- **WHAT TO PRODUCE**
Write out exactly the lines below that run from the line containing "Annotation task. Convert" through the last line of the records.

- **EXERCISE DATA**
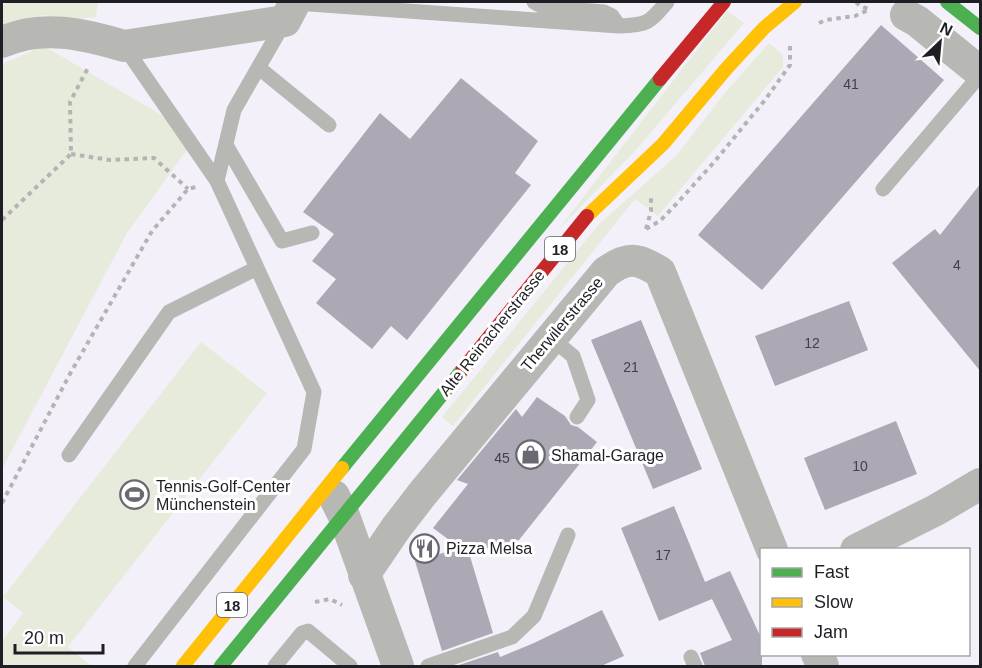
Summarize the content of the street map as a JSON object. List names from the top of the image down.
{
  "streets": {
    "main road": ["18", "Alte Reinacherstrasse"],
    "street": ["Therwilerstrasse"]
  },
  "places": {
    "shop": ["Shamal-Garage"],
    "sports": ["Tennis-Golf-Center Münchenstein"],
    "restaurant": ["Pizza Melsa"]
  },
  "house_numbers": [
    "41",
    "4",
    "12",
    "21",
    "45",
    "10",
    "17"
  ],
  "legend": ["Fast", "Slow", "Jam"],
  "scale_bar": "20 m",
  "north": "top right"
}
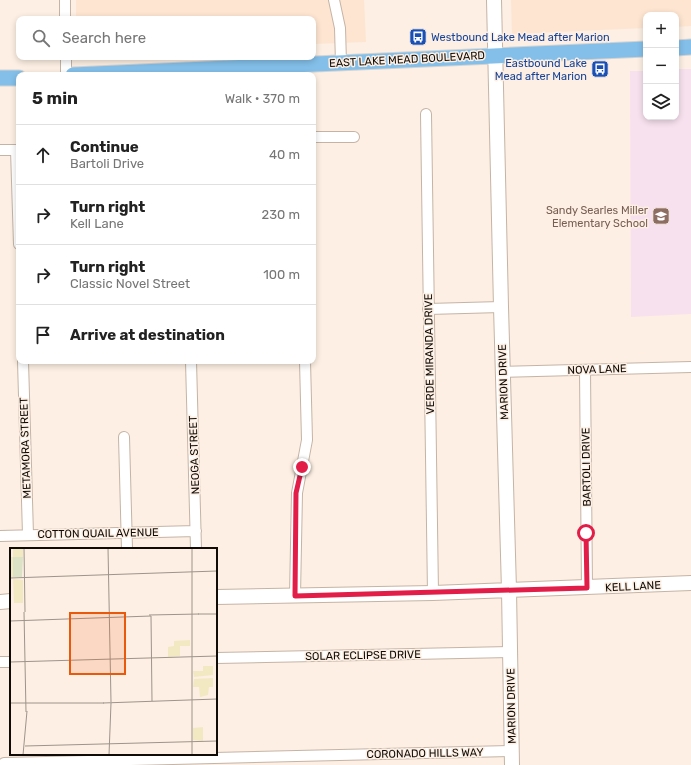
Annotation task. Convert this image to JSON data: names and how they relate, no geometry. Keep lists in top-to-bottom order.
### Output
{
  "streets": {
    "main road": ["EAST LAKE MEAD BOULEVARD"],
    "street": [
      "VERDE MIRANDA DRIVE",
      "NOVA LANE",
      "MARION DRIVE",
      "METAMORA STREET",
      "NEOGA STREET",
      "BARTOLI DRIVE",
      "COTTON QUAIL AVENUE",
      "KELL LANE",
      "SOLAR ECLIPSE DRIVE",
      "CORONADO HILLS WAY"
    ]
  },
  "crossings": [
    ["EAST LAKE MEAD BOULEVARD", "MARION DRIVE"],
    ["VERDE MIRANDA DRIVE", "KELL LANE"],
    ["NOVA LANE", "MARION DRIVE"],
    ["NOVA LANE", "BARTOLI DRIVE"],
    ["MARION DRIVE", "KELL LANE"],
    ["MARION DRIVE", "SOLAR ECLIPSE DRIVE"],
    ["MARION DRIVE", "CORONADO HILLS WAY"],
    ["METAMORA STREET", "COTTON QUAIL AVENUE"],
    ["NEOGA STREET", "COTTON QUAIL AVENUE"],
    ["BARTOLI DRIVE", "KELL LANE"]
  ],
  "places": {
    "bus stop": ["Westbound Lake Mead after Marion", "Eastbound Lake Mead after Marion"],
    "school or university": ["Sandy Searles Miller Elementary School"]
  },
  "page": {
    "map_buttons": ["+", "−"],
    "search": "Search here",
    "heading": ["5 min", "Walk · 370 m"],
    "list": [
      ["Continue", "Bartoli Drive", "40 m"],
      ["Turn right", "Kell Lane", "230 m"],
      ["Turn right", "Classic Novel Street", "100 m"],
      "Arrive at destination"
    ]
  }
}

- **RESULT**
Annotation task. Convert this image to JSON data: names and how they relate, no geometry. Keep lists in top-to-bottom order.
### Output
{
  "streets": {
    "main road": ["EAST LAKE MEAD BOULEVARD"],
    "street": [
      "VERDE MIRANDA DRIVE",
      "NOVA LANE",
      "MARION DRIVE",
      "METAMORA STREET",
      "NEOGA STREET",
      "BARTOLI DRIVE",
      "COTTON QUAIL AVENUE",
      "KELL LANE",
      "SOLAR ECLIPSE DRIVE",
      "CORONADO HILLS WAY"
    ]
  },
  "crossings": [
    ["EAST LAKE MEAD BOULEVARD", "MARION DRIVE"],
    ["VERDE MIRANDA DRIVE", "KELL LANE"],
    ["NOVA LANE", "MARION DRIVE"],
    ["NOVA LANE", "BARTOLI DRIVE"],
    ["MARION DRIVE", "KELL LANE"],
    ["MARION DRIVE", "SOLAR ECLIPSE DRIVE"],
    ["MARION DRIVE", "CORONADO HILLS WAY"],
    ["METAMORA STREET", "COTTON QUAIL AVENUE"],
    ["NEOGA STREET", "COTTON QUAIL AVENUE"],
    ["BARTOLI DRIVE", "KELL LANE"]
  ],
  "places": {
    "bus stop": ["Westbound Lake Mead after Marion", "Eastbound Lake Mead after Marion"],
    "school or university": ["Sandy Searles Miller Elementary School"]
  },
  "page": {
    "map_buttons": ["+", "−"],
    "search": "Search here",
    "heading": ["5 min", "Walk · 370 m"],
    "list": [
      ["Continue", "Bartoli Drive", "40 m"],
      ["Turn right", "Kell Lane", "230 m"],
      ["Turn right", "Classic Novel Street", "100 m"],
      "Arrive at destination"
    ]
  }
}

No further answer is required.